**EXERCISE GOAL**
For each line of the data below that includes the string "canina", count one, and answer with the sum only.

**RECORDED INFORMATION**
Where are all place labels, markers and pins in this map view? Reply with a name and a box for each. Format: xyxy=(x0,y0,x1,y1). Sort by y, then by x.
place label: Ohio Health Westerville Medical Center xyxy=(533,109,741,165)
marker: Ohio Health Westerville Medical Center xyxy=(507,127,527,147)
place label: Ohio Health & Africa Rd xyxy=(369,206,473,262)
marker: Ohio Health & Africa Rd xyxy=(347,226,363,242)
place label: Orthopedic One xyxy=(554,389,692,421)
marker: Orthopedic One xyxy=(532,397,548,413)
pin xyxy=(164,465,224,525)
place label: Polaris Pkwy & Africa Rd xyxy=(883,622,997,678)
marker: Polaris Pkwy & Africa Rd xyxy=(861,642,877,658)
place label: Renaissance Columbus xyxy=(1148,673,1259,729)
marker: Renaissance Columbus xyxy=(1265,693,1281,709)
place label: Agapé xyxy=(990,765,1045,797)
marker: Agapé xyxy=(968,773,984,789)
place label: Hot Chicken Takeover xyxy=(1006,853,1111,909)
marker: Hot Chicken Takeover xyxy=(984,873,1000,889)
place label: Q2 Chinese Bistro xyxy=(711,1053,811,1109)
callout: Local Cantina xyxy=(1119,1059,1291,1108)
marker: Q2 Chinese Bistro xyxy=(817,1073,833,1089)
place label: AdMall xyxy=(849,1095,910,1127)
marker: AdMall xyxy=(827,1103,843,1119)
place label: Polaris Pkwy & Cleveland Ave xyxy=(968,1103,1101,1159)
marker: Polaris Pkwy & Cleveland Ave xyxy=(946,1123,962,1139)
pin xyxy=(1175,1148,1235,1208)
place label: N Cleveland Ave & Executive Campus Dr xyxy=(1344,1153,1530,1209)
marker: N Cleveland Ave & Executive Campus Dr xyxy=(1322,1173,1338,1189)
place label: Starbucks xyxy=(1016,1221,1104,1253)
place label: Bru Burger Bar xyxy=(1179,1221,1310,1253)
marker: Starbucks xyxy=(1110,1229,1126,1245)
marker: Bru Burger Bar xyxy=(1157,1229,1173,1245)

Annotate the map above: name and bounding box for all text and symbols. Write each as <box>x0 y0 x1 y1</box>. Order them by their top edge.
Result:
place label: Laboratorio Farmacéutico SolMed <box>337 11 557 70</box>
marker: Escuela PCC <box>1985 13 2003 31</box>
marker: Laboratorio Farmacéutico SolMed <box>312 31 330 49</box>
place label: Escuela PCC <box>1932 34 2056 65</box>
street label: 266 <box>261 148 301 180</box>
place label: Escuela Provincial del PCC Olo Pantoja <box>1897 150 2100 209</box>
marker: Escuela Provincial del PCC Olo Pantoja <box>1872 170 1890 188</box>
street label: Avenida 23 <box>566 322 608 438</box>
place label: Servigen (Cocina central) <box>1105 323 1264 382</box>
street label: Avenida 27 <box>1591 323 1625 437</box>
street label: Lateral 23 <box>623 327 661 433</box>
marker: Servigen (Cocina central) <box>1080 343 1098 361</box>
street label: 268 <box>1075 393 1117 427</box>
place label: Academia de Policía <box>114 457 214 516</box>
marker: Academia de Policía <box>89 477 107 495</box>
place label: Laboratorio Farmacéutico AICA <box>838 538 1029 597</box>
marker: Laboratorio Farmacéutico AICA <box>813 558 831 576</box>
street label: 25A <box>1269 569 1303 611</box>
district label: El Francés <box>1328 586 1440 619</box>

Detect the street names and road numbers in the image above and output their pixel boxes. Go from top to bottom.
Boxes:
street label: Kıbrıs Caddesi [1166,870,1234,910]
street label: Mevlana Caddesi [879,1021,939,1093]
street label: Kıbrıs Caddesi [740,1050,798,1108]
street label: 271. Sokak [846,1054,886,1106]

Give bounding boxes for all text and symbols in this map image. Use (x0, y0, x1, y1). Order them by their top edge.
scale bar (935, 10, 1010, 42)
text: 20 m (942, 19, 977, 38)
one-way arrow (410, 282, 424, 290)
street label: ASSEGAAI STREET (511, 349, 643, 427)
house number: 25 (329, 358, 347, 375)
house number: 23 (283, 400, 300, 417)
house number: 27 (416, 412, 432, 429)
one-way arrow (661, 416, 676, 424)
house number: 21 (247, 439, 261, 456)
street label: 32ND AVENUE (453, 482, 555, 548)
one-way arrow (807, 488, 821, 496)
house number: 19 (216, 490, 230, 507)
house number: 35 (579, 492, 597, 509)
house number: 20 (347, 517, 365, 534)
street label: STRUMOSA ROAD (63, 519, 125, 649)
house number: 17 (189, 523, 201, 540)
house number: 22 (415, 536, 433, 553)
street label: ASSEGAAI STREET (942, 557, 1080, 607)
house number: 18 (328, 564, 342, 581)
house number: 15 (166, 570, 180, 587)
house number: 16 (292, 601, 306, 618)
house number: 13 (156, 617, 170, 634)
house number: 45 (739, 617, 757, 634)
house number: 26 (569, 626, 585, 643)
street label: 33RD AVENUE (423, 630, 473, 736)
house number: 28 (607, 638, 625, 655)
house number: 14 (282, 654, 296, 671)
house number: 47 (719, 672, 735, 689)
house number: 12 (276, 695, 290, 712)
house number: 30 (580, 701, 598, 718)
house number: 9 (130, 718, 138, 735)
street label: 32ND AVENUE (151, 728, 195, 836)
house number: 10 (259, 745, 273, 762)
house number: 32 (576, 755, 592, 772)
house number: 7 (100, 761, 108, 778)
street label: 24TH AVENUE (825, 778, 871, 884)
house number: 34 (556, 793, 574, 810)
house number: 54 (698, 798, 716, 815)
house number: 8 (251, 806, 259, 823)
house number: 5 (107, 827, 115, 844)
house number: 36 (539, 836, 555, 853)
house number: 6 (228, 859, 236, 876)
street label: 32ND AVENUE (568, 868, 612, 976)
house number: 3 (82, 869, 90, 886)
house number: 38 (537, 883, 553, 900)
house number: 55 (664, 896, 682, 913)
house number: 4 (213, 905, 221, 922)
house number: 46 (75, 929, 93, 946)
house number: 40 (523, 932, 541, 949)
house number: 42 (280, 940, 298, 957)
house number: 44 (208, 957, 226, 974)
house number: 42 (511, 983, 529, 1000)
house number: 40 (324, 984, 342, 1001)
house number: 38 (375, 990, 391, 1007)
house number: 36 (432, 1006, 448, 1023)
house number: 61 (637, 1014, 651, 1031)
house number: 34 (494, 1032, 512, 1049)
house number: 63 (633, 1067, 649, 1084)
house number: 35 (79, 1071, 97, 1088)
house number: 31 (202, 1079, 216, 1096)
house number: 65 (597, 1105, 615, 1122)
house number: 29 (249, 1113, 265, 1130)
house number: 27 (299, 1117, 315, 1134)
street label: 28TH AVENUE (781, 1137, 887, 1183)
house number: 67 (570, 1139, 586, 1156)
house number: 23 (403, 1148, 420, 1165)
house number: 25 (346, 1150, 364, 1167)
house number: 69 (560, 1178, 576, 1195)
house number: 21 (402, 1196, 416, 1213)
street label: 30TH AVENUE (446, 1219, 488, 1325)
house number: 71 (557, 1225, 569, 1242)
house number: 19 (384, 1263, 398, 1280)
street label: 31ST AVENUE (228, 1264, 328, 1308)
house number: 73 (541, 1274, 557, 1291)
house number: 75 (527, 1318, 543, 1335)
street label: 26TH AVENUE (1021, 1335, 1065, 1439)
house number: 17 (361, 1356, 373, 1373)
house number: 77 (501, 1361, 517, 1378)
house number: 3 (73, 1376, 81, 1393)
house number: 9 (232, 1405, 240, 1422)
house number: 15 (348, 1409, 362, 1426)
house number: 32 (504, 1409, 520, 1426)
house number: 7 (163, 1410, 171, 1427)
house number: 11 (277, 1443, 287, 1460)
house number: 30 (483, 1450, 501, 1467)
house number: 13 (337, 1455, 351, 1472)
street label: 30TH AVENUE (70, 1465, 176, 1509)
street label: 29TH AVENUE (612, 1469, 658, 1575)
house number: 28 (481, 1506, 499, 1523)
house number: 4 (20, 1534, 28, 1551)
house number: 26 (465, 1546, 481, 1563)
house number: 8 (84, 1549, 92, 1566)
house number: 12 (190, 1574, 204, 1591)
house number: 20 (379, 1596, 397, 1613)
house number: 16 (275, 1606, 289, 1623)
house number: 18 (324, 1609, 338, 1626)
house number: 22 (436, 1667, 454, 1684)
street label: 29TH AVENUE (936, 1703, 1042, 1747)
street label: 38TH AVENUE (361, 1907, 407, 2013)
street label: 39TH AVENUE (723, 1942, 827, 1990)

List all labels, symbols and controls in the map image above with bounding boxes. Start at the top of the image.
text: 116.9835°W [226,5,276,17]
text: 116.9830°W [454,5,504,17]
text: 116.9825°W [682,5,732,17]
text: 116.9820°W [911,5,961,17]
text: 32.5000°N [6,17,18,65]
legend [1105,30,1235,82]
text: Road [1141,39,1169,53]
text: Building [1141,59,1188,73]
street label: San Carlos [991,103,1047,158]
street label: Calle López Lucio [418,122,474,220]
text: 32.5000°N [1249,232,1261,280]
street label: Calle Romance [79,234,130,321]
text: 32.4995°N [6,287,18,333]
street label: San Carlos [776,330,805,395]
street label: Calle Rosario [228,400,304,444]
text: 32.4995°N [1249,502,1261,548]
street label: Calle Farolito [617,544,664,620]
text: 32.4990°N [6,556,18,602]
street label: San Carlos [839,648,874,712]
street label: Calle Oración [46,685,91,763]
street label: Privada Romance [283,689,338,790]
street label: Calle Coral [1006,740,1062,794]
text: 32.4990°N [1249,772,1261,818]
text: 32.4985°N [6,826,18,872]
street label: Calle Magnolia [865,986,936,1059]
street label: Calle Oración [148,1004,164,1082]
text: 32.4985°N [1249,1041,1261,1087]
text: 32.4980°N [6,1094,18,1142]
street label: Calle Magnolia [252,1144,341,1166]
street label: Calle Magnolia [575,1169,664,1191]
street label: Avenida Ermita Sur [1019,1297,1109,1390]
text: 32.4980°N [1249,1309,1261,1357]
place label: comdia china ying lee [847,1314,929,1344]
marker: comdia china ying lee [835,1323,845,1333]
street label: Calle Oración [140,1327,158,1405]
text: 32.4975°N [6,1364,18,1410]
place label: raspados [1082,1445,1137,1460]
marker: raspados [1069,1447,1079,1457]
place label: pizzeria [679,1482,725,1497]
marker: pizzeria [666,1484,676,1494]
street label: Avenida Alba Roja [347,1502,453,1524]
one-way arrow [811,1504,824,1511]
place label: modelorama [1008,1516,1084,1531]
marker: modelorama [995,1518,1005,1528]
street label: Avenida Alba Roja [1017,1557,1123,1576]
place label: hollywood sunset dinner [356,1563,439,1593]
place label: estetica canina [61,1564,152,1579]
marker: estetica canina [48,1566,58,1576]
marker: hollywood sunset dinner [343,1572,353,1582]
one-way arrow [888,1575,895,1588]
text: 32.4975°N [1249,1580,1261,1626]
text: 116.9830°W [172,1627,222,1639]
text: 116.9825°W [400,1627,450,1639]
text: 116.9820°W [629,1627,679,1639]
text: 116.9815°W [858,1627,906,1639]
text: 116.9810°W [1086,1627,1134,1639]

**SOLUTION BELOW**
2